-- What you need to do --
A faithful copy of the data is the goal; set it down exactly, without the images.

-- Saved entries --
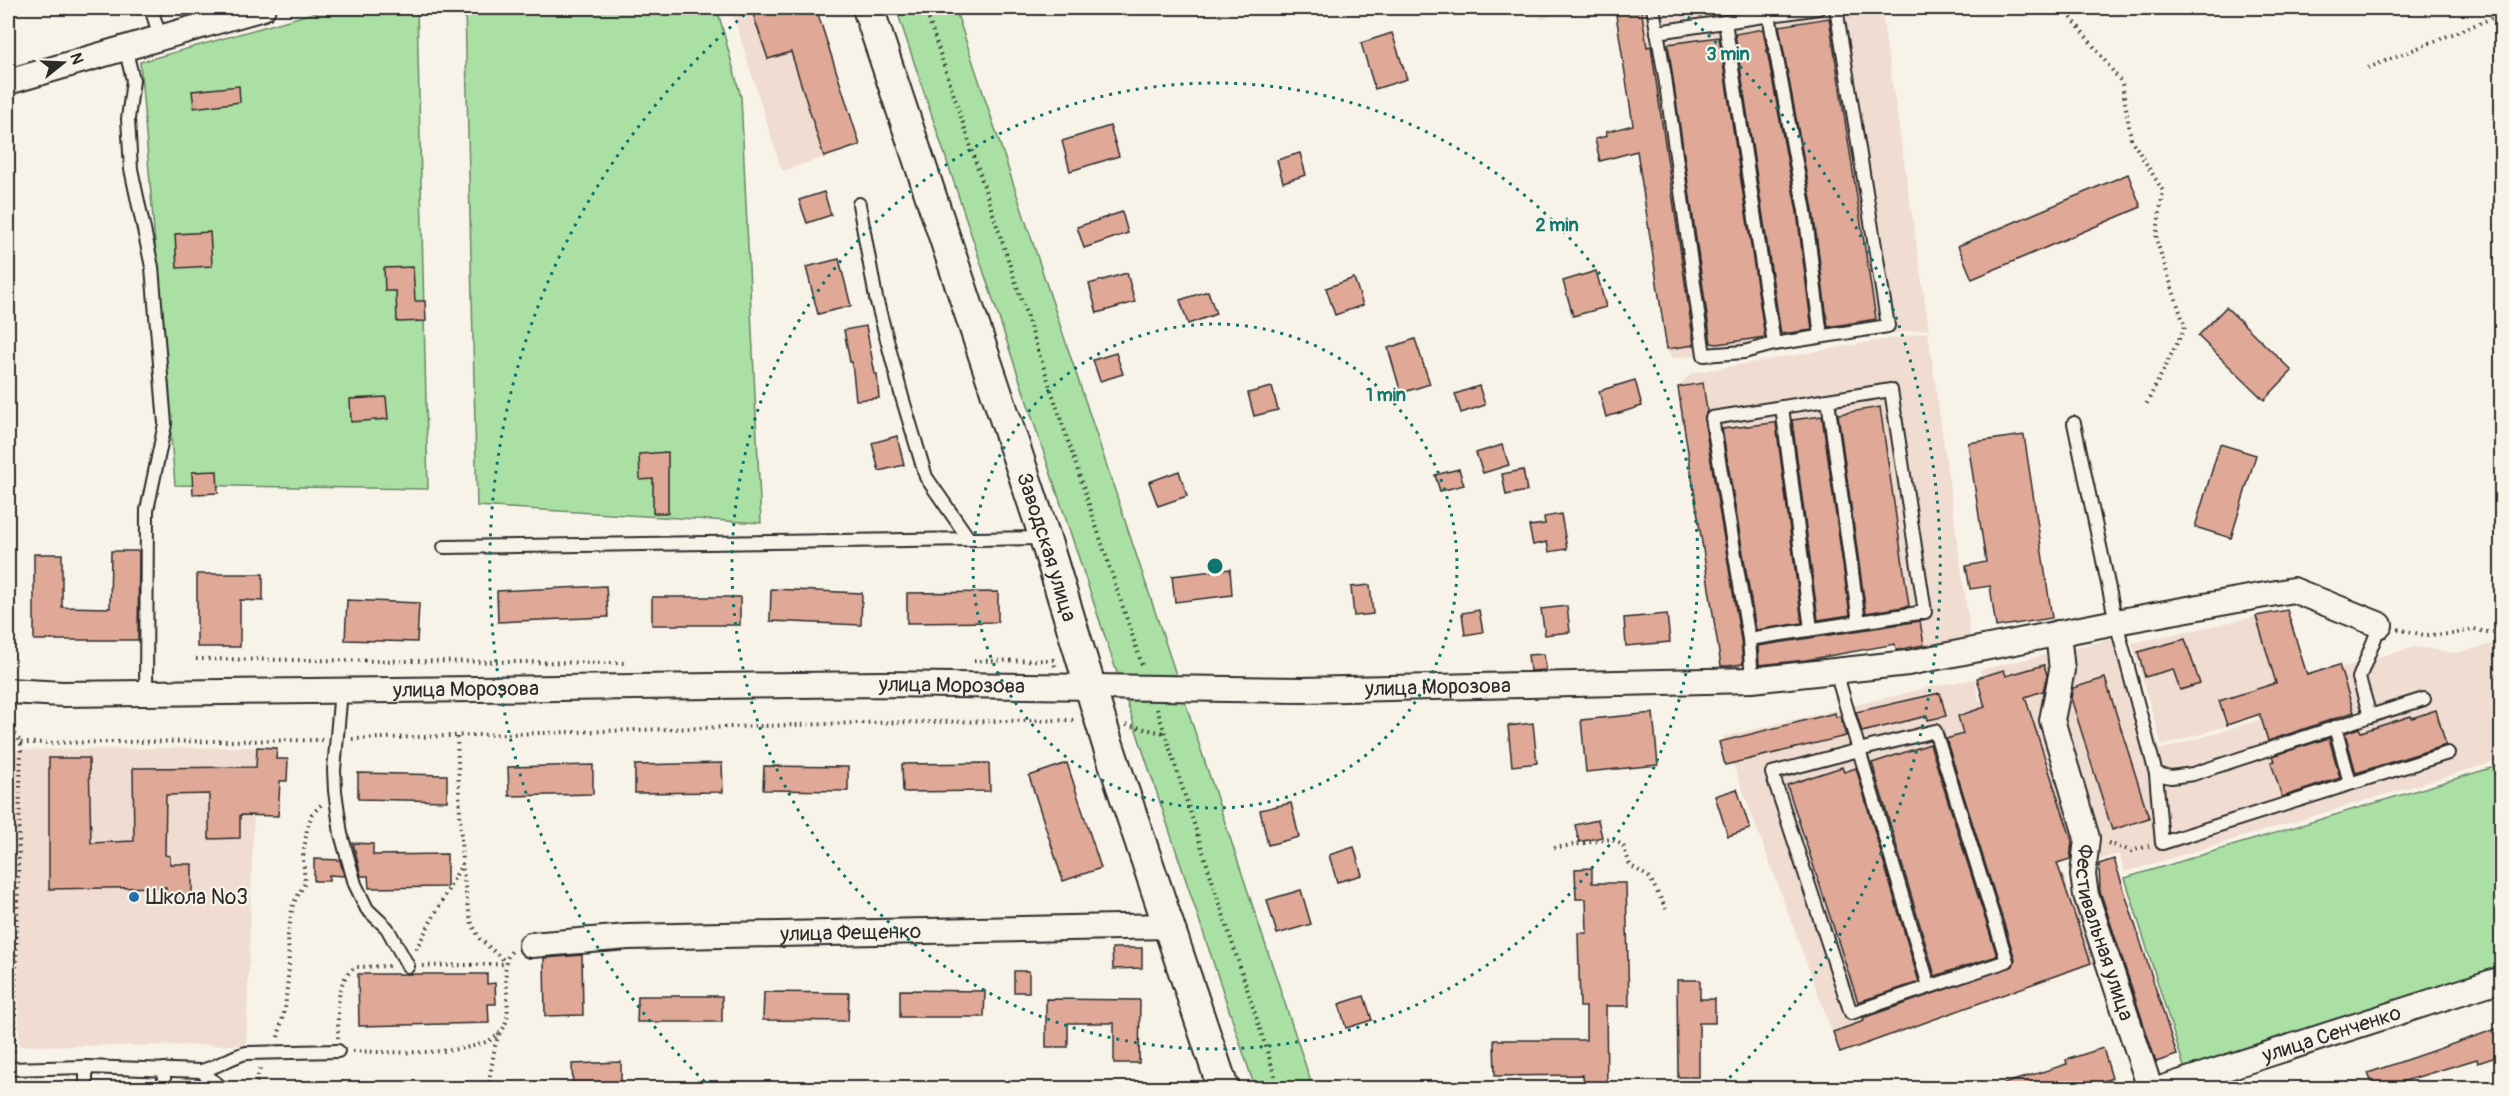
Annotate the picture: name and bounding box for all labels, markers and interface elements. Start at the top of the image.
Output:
north arrow [33,33,93,93]
text: 3 min [1706,43,1750,66]
text: N [65,50,88,67]
text: 2 min [1535,214,1579,237]
text: 1 min [1366,384,1406,407]
street label: Заводская улица [1011,469,1083,625]
centre of rings [1205,556,1225,576]
street label: улица Морозова [878,670,1025,700]
street label: улица Морозова [1363,672,1511,702]
street label: улица Морозова [392,675,539,703]
street label: Фестивальная улица [2069,843,2140,1024]
place label: Школа №3 [146,884,248,911]
marker: Школа №3 [127,890,141,904]
street label: улица Фещенко [779,918,922,947]
street label: улица Сенченко [2258,999,2404,1069]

-- Your response --
Annotate the picture: name and bounding box for all labels, markers and interface elements. Start at the top of the image.
Output:
north arrow [33,33,93,93]
text: 3 min [1706,43,1750,66]
text: N [65,50,88,67]
text: 2 min [1535,214,1579,237]
text: 1 min [1366,384,1406,407]
street label: Заводская улица [1011,469,1083,625]
centre of rings [1205,556,1225,576]
street label: улица Морозова [878,670,1025,700]
street label: улица Морозова [1363,672,1511,702]
street label: улица Морозова [392,675,539,703]
street label: Фестивальная улица [2069,843,2140,1024]
place label: Школа №3 [146,884,248,911]
marker: Школа №3 [127,890,141,904]
street label: улица Фещенко [779,918,922,947]
street label: улица Сенченко [2258,999,2404,1069]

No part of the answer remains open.